A Recipe for Causal Graph Regression: Confounding Effects Revisited¶

Conference: ICML 2025
arXiv: 2507.00440
Code: causal-graph/CGR
Area: Graph Learning
Keywords: Causal Graph Learning, Graph Regression, Confounding Effects, Graph Information Bottleneck, Contrastive Learning

TL;DR¶

This paper systematically extends causal graph learning from classification to regression tasks for the first time. By acknowledging the predictive capacity of confounding subgraphs via an Enhanced Graph Information Bottleneck (Enhanced GIB) and substituting discrete-label-dependent causal intervention methods with contrastive learning, the proposed method significantly outperforms existing approaches on graph-level OOD regression benchmarks.

Background & Motivation¶

Causal Graph Learning (CGL) enhances GNN generalization in out-of-distribution (OOD) scenarios by identifying causal subgraphs, which has achieved success in classification tasks.

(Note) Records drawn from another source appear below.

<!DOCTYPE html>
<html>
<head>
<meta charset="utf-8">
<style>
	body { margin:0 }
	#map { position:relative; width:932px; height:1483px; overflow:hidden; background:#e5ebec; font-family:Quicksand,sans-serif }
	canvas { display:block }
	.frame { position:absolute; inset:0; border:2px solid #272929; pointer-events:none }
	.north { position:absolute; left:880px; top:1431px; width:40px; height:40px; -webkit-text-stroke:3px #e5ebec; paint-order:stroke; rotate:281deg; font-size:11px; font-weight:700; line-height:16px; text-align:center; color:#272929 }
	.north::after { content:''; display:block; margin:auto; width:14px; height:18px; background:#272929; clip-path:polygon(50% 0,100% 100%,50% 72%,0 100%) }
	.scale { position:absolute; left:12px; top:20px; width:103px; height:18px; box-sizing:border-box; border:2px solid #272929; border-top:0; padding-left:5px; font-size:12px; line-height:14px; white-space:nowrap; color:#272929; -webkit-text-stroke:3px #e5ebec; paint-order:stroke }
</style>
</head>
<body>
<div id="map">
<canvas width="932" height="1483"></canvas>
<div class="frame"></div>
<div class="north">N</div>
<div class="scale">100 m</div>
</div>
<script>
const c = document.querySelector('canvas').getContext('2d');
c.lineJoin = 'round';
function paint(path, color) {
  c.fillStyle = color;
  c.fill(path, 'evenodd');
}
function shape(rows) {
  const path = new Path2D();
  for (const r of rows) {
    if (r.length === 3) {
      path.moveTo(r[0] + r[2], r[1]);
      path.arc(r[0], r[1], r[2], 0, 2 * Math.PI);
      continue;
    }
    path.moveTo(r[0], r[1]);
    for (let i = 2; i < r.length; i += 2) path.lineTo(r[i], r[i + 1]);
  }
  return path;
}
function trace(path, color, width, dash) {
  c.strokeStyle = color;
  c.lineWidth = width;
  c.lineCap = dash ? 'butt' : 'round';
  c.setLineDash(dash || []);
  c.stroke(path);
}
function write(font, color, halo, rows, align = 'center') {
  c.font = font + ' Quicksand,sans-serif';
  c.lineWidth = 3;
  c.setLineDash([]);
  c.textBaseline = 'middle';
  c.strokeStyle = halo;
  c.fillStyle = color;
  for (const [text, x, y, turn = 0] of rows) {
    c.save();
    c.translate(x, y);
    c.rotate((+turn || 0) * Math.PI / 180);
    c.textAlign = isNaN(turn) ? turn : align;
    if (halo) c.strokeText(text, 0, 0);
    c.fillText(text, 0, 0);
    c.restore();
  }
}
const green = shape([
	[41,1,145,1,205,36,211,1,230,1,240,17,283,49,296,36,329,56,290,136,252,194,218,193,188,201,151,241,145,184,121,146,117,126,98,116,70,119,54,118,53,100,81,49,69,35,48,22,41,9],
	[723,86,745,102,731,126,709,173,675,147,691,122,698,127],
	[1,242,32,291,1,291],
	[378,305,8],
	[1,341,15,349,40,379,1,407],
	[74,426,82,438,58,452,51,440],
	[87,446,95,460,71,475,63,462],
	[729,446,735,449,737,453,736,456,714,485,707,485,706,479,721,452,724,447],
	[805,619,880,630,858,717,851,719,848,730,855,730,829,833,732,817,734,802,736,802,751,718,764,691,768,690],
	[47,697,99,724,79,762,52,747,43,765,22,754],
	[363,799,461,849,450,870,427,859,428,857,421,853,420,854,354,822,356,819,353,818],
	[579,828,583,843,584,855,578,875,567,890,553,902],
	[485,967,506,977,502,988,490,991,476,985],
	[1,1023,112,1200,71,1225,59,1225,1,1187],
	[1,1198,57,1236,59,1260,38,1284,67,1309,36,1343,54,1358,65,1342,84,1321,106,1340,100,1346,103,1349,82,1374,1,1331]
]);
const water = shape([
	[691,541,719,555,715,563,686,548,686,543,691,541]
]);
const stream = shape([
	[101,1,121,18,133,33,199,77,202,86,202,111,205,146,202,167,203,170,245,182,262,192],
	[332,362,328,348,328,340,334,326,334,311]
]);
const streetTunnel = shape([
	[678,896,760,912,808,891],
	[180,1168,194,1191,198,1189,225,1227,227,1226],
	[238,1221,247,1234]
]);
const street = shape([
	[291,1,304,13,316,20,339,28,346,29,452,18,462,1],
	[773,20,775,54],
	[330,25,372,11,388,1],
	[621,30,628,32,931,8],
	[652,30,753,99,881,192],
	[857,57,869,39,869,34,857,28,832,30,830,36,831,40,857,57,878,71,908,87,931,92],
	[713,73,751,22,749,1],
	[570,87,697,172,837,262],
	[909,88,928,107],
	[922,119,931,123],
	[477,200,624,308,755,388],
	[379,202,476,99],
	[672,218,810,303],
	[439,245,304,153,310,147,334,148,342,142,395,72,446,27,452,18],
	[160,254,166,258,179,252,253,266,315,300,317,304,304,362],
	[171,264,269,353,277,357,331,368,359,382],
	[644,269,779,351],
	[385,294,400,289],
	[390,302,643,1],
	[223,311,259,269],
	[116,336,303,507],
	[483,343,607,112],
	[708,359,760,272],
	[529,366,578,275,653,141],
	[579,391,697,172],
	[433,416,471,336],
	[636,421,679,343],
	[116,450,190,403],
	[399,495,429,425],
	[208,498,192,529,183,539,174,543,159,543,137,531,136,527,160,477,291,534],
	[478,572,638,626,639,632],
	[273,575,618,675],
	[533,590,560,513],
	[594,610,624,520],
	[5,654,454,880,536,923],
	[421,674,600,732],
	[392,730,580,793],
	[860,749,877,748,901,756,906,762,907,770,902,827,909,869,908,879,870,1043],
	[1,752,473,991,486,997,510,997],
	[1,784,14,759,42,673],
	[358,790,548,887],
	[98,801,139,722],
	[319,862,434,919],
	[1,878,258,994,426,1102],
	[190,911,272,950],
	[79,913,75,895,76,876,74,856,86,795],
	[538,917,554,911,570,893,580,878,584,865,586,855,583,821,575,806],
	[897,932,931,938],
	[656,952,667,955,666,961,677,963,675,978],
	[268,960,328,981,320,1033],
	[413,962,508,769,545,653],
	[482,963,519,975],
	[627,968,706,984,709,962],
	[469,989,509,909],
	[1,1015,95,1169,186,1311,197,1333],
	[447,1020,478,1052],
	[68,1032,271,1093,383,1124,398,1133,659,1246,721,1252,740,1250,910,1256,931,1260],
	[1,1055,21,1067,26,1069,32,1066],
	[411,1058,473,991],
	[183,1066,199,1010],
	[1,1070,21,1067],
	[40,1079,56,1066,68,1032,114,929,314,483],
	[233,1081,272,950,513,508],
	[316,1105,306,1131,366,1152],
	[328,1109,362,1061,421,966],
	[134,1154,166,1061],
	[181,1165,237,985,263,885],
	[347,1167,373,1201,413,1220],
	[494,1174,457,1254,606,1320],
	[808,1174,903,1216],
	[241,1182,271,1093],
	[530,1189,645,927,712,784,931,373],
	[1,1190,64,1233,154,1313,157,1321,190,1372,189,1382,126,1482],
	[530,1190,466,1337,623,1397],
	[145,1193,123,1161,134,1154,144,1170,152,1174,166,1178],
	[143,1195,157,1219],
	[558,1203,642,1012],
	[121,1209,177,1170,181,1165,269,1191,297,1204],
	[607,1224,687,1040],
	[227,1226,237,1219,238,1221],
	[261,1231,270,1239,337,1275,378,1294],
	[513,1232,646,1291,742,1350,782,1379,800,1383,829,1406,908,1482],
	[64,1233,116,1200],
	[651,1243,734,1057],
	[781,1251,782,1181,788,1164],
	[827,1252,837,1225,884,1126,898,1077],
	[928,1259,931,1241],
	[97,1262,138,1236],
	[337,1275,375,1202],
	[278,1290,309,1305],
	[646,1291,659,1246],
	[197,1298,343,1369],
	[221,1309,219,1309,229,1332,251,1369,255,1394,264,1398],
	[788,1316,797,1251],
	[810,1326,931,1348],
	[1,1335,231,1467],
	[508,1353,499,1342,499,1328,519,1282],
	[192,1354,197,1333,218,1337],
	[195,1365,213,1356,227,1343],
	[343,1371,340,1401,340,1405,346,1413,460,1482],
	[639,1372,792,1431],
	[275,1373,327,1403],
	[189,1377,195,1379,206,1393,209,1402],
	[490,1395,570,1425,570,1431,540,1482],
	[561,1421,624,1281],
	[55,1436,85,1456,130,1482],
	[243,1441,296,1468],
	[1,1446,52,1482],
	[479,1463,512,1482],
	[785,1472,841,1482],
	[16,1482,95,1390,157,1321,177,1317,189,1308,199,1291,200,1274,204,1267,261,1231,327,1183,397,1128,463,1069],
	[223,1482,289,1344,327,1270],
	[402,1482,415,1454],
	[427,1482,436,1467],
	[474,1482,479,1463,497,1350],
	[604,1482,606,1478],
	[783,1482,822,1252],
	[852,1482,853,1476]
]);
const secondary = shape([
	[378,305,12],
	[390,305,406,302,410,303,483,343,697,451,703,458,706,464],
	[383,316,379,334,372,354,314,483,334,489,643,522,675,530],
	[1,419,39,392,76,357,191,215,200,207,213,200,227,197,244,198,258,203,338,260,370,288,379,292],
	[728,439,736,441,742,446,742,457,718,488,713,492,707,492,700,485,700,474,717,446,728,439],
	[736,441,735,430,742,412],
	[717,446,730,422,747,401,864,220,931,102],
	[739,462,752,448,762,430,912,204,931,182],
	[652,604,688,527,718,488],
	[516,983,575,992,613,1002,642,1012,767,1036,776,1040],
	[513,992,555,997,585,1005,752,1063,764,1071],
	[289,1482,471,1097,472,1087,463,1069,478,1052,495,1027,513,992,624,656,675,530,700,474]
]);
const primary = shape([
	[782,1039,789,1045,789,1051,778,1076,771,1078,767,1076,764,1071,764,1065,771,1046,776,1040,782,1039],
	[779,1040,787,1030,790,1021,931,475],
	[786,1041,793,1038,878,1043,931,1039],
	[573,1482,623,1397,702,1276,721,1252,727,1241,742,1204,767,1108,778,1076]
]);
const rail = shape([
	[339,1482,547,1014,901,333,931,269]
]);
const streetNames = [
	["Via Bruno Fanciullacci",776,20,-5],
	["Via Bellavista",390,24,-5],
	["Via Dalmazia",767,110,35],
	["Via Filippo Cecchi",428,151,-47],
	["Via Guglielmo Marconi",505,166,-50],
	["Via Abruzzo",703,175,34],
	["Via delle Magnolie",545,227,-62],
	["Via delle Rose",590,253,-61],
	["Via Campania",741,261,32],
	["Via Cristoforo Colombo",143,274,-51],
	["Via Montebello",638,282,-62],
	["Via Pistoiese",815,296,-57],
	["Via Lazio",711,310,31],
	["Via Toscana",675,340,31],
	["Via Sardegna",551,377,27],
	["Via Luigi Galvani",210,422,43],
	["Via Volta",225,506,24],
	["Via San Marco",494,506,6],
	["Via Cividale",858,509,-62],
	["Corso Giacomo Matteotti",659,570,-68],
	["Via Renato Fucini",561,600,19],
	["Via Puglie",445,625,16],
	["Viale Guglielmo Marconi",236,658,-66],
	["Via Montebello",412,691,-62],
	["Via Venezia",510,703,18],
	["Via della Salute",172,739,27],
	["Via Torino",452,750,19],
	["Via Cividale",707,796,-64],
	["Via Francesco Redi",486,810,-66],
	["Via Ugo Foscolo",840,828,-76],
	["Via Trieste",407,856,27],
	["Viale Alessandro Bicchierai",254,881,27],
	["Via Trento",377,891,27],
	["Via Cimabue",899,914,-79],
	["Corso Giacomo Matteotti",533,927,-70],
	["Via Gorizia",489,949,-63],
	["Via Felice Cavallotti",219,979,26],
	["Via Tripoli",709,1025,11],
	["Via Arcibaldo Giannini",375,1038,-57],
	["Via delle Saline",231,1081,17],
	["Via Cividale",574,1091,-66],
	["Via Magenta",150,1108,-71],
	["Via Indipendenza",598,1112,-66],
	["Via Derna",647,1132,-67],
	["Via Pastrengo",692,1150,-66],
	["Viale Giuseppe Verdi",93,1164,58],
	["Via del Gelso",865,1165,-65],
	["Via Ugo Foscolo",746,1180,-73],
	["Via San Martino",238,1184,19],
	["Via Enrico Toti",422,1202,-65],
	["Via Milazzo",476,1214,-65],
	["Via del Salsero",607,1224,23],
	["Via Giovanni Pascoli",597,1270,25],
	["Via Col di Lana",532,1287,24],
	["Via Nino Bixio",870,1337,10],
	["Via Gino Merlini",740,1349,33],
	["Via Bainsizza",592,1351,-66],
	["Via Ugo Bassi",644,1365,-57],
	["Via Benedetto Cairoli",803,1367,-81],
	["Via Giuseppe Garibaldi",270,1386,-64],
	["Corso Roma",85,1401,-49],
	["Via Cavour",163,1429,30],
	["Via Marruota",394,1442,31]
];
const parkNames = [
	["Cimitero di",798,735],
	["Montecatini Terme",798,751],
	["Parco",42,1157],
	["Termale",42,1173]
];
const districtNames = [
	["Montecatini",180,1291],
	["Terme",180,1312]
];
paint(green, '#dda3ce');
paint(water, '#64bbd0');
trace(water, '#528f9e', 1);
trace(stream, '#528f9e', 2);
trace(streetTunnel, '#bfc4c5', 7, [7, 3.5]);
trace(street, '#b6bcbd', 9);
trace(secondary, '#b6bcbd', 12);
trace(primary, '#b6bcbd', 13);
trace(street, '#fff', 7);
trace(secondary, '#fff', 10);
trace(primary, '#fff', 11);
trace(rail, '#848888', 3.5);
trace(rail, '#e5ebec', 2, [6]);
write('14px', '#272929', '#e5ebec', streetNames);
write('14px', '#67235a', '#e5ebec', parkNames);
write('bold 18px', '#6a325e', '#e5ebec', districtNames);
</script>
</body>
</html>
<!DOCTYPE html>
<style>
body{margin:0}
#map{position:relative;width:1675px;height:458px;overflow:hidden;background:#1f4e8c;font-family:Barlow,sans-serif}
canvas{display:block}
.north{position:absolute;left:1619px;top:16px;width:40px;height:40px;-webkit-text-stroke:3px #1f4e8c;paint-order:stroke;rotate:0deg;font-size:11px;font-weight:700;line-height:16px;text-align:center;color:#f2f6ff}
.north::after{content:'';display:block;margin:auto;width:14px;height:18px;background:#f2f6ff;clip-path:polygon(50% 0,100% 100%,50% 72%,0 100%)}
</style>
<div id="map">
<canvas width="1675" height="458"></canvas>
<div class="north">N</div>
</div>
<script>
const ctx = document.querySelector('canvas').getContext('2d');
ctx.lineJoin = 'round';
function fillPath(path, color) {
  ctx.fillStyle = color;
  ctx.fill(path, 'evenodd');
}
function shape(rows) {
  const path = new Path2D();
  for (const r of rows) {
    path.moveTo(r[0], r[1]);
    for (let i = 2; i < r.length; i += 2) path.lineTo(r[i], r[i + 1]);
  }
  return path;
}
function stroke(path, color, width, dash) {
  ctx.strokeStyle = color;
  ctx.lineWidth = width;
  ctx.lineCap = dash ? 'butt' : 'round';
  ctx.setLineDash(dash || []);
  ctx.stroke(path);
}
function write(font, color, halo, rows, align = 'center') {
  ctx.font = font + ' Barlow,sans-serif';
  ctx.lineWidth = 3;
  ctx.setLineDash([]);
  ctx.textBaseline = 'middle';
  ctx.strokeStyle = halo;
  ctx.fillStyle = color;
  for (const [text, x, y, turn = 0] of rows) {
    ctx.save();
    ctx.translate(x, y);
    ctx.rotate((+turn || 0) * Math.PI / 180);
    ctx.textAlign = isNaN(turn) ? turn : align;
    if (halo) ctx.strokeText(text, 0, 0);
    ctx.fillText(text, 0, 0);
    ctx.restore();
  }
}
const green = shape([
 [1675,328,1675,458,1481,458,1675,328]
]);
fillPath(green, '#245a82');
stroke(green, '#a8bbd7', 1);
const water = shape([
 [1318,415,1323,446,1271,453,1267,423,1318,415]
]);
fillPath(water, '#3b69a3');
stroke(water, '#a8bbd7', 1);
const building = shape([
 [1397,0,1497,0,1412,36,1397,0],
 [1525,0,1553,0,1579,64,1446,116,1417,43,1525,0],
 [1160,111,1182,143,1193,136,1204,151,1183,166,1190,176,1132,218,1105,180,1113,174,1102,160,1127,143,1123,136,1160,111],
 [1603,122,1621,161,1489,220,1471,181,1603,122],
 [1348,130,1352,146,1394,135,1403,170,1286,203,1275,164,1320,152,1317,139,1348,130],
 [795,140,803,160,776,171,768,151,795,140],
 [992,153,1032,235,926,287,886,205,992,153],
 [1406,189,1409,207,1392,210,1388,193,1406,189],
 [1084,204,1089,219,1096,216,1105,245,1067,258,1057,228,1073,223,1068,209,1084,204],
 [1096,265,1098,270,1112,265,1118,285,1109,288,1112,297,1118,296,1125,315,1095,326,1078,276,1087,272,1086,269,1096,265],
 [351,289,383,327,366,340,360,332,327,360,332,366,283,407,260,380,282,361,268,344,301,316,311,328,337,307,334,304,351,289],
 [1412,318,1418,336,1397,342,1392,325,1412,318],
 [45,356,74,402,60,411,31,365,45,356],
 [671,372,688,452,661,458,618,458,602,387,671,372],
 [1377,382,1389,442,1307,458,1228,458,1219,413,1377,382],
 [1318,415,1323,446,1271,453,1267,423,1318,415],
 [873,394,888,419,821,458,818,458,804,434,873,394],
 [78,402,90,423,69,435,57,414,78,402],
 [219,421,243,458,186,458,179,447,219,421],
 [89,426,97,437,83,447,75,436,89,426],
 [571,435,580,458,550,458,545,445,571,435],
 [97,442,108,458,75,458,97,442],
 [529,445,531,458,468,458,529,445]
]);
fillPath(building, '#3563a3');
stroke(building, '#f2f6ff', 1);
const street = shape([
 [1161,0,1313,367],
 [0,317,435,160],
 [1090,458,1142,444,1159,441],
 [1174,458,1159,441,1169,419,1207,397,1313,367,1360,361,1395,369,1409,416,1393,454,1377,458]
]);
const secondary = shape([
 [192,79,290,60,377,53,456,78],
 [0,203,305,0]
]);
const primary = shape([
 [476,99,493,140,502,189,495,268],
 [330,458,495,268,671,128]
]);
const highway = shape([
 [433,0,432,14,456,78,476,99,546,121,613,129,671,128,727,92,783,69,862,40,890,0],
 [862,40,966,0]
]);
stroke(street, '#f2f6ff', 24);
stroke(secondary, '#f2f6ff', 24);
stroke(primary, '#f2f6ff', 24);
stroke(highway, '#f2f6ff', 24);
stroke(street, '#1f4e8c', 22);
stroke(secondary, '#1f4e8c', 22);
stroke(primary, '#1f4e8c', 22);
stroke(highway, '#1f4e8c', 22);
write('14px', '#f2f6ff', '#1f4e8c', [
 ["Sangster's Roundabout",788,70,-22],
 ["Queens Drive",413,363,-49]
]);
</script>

However, graph-level regression tasks—a more challenging setting—have been almost entirely neglected. Existing CGL methods cannot be directly transferred to regression for two core reasons:

Unavailable discrete labels: The transition from finite support to infinite support prevents graphs from being grouped by category. Backdoor adjustment in CAL and counterfactual reasoning in DisC both rely on discrete label information.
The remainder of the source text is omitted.